DIRECTIONS: Copy out every entry precisely.

[Dataset entries]

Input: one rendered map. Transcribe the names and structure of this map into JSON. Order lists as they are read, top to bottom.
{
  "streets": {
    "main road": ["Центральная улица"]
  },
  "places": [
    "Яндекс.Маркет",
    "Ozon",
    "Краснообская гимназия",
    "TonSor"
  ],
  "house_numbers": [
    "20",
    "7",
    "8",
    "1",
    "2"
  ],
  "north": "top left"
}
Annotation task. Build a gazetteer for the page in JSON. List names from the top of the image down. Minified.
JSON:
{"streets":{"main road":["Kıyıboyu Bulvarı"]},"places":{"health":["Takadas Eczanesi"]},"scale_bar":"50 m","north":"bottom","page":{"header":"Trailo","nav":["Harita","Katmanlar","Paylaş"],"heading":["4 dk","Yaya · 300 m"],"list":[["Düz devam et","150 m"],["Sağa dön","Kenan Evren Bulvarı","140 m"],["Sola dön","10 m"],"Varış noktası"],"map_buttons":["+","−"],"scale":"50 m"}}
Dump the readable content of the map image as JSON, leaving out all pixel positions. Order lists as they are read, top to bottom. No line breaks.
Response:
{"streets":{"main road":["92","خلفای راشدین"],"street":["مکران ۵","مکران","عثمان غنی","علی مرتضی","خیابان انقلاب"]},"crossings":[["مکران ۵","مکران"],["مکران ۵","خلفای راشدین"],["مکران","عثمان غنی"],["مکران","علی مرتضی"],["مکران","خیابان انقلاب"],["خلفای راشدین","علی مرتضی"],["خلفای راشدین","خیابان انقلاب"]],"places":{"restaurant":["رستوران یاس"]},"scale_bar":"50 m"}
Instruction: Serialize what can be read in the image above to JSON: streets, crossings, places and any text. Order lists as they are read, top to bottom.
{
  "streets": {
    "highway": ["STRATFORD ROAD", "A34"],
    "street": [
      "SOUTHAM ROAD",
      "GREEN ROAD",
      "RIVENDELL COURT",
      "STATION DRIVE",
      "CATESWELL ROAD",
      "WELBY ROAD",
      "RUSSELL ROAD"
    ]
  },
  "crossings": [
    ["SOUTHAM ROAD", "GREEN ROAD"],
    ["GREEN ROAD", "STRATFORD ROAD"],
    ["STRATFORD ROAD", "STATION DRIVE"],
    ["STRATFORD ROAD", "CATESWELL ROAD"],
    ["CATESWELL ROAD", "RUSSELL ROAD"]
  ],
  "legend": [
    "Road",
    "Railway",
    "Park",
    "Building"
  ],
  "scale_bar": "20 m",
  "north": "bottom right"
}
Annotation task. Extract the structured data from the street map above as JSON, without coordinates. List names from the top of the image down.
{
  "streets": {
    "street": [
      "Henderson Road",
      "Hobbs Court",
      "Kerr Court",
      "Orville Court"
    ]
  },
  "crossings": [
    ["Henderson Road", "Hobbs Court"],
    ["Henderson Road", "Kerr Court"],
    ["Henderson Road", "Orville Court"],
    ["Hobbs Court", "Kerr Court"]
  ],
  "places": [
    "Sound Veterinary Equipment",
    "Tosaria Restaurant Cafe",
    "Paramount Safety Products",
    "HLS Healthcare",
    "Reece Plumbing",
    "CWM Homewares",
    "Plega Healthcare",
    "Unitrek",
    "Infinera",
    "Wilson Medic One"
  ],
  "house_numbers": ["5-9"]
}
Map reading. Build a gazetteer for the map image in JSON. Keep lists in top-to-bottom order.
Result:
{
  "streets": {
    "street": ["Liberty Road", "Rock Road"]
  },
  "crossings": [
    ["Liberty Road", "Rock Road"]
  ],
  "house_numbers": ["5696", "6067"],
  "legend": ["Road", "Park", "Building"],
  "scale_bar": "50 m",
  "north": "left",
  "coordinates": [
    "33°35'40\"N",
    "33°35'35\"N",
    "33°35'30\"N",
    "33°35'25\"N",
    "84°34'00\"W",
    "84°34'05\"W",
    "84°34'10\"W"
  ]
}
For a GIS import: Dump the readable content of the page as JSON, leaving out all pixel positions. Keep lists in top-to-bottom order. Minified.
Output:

REPLY:
Input: one rendered map. Transcribe the names and structure of this map into JSON. Order lists as they are read, top to bottom.
{
  "streets": {
    "main road": ["Центральная улица"]
  },
  "places": [
    "Яндекс.Маркет",
    "Ozon",
    "Краснообская гимназия",
    "TonSor"
  ],
  "house_numbers": [
    "20",
    "7",
    "8",
    "1",
    "2"
  ],
  "north": "top left"
}
Annotation task. Build a gazetteer for the page in JSON. List names from the top of the image down. Minified.
JSON:
{"streets":{"main road":["Kıyıboyu Bulvarı"]},"places":{"health":["Takadas Eczanesi"]},"scale_bar":"50 m","north":"bottom","page":{"header":"Trailo","nav":["Harita","Katmanlar","Paylaş"],"heading":["4 dk","Yaya · 300 m"],"list":[["Düz devam et","150 m"],["Sağa dön","Kenan Evren Bulvarı","140 m"],["Sola dön","10 m"],"Varış noktası"],"map_buttons":["+","−"],"scale":"50 m"}}
Dump the readable content of the map image as JSON, leaving out all pixel positions. Order lists as they are read, top to bottom. No line breaks.
Response:
{"streets":{"main road":["92","خلفای راشدین"],"street":["مکران ۵","مکران","عثمان غنی","علی مرتضی","خیابان انقلاب"]},"crossings":[["مکران ۵","مکران"],["مکران ۵","خلفای راشدین"],["مکران","عثمان غنی"],["مکران","علی مرتضی"],["مکران","خیابان انقلاب"],["خلفای راشدین","علی مرتضی"],["خلفای راشدین","خیابان انقلاب"]],"places":{"restaurant":["رستوران یاس"]},"scale_bar":"50 m"}
Instruction: Serialize what can be read in the image above to JSON: streets, crossings, places and any text. Order lists as they are read, top to bottom.
{
  "streets": {
    "highway": ["STRATFORD ROAD", "A34"],
    "street": [
      "SOUTHAM ROAD",
      "GREEN ROAD",
      "RIVENDELL COURT",
      "STATION DRIVE",
      "CATESWELL ROAD",
      "WELBY ROAD",
      "RUSSELL ROAD"
    ]
  },
  "crossings": [
    ["SOUTHAM ROAD", "GREEN ROAD"],
    ["GREEN ROAD", "STRATFORD ROAD"],
    ["STRATFORD ROAD", "STATION DRIVE"],
    ["STRATFORD ROAD", "CATESWELL ROAD"],
    ["CATESWELL ROAD", "RUSSELL ROAD"]
  ],
  "legend": [
    "Road",
    "Railway",
    "Park",
    "Building"
  ],
  "scale_bar": "20 m",
  "north": "bottom right"
}
Annotation task. Extract the structured data from the street map above as JSON, without coordinates. List names from the top of the image down.
{
  "streets": {
    "street": [
      "Henderson Road",
      "Hobbs Court",
      "Kerr Court",
      "Orville Court"
    ]
  },
  "crossings": [
    ["Henderson Road", "Hobbs Court"],
    ["Henderson Road", "Kerr Court"],
    ["Henderson Road", "Orville Court"],
    ["Hobbs Court", "Kerr Court"]
  ],
  "places": [
    "Sound Veterinary Equipment",
    "Tosaria Restaurant Cafe",
    "Paramount Safety Products",
    "HLS Healthcare",
    "Reece Plumbing",
    "CWM Homewares",
    "Plega Healthcare",
    "Unitrek",
    "Infinera",
    "Wilson Medic One"
  ],
  "house_numbers": ["5-9"]
}
Map reading. Build a gazetteer for the map image in JSON. Keep lists in top-to-bottom order.
Result:
{
  "streets": {
    "street": ["Liberty Road", "Rock Road"]
  },
  "crossings": [
    ["Liberty Road", "Rock Road"]
  ],
  "house_numbers": ["5696", "6067"],
  "legend": ["Road", "Park", "Building"],
  "scale_bar": "50 m",
  "north": "left",
  "coordinates": [
    "33°35'40\"N",
    "33°35'35\"N",
    "33°35'30\"N",
    "33°35'25\"N",
    "84°34'00\"W",
    "84°34'05\"W",
    "84°34'10\"W"
  ]
}
For a GIS import: Dump the readable content of the page as JSON, leaving out all pixel positions. Keep lists in top-to-bottom order. Minified.
Output:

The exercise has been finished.